Upgrade the audio. That's what I'm looking in to. Also some nice 32% Llumar tint.


----------



## BloodRedHog (Mar 9, 2004)

Well, I know what I will be looking to do on mine...clutch stop, CDV removal, and SSK.


----------



## mjames (Sep 23, 2003)

IMO:

1) Clears
2) Tints
3) Wheels
4) Exhaust trim (if you don't already have it)

I have #1 and am working on the others.


----------



## 04.325ci (Mar 31, 2004)

kurichan - as soon as you send me an m3 engine, i will drop it in!  

as far as the audio - I really can't say that I have any complaints about the stock setup, i'm one of those people that only listens to the radio because it's there, guess I'm not a big music fan...

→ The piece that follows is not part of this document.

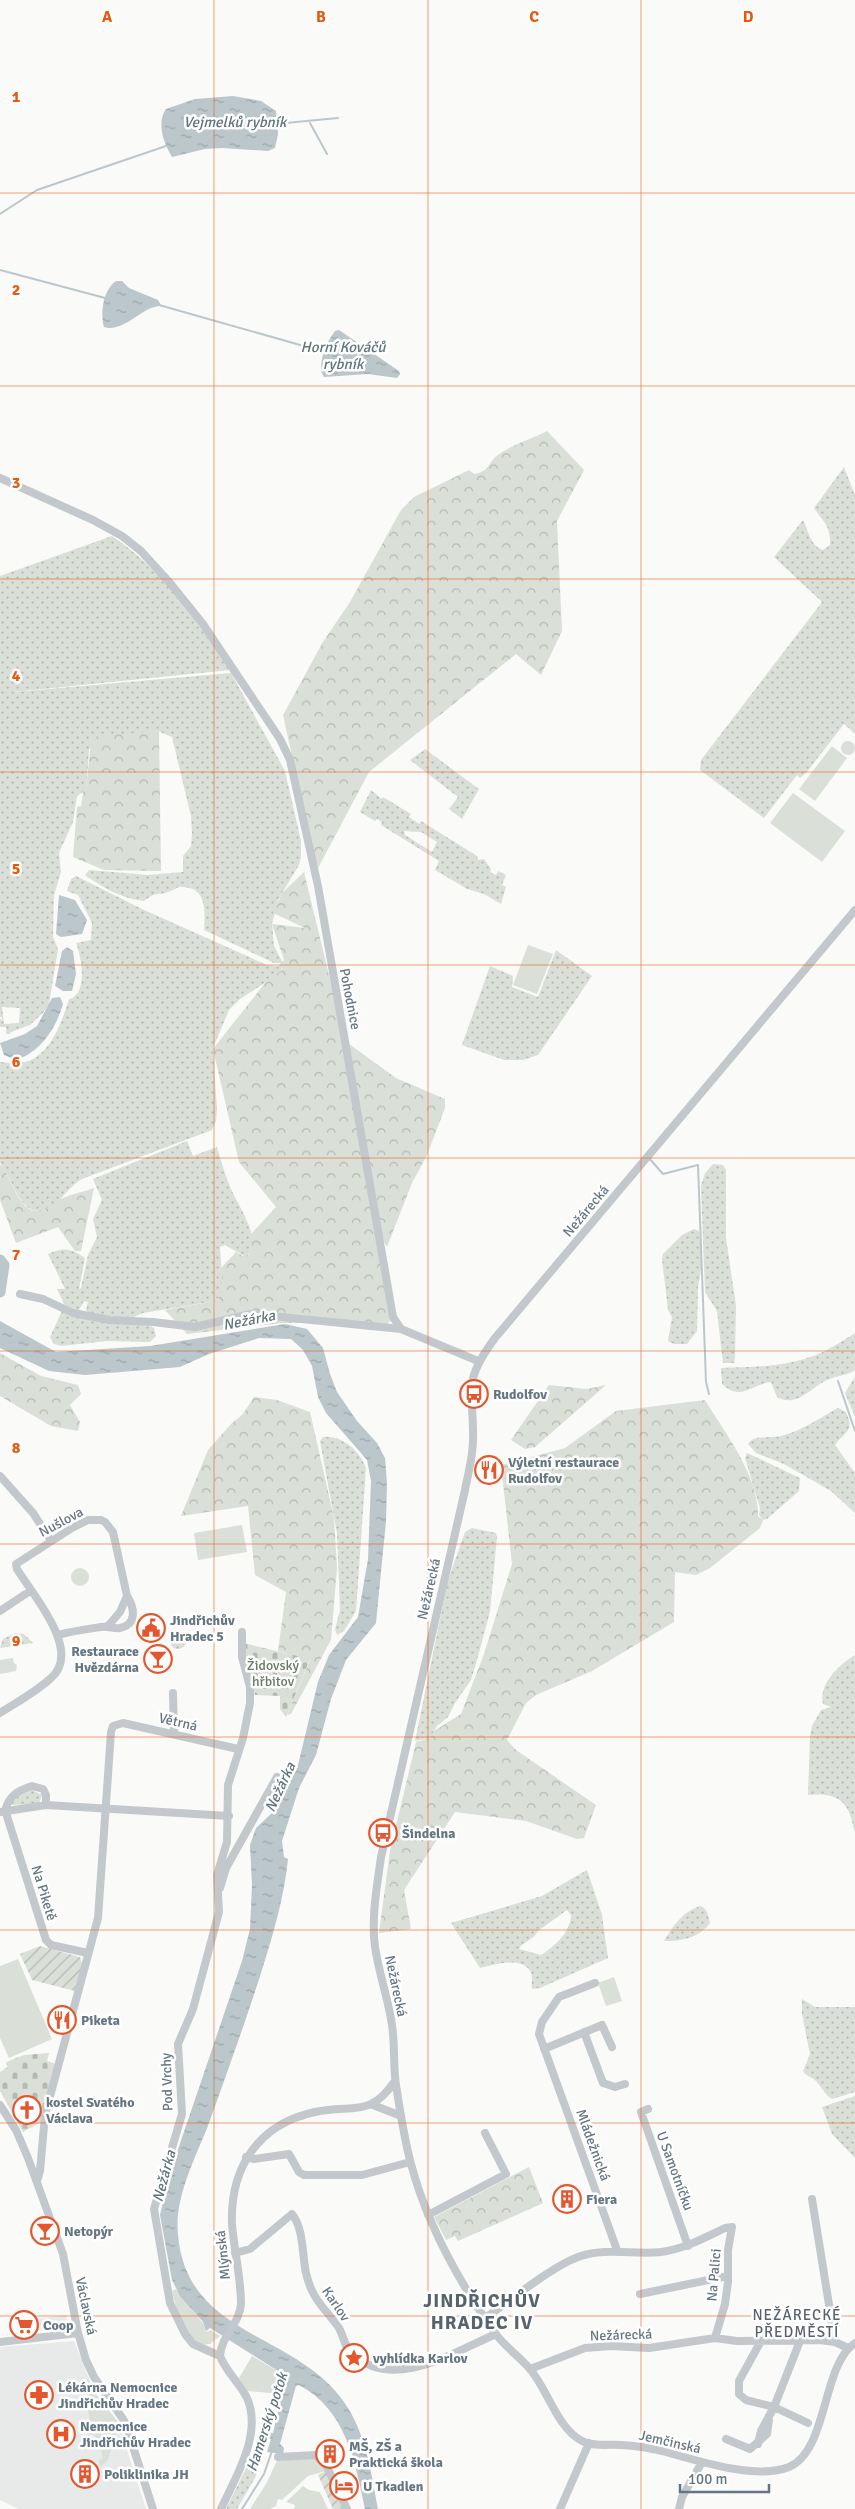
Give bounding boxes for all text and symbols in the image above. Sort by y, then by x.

I don't consider the clear vs. amber arguments ricing/barleying the car, thats just a minor thing, that frankly, I don't think really is meant to draw attention to the car, more like personal preference. That said, while putting at 24 inch rear wing on a car may be someone's personal preference, I say its obnoxious. And if that wing is on a BMW, I say it's a shame!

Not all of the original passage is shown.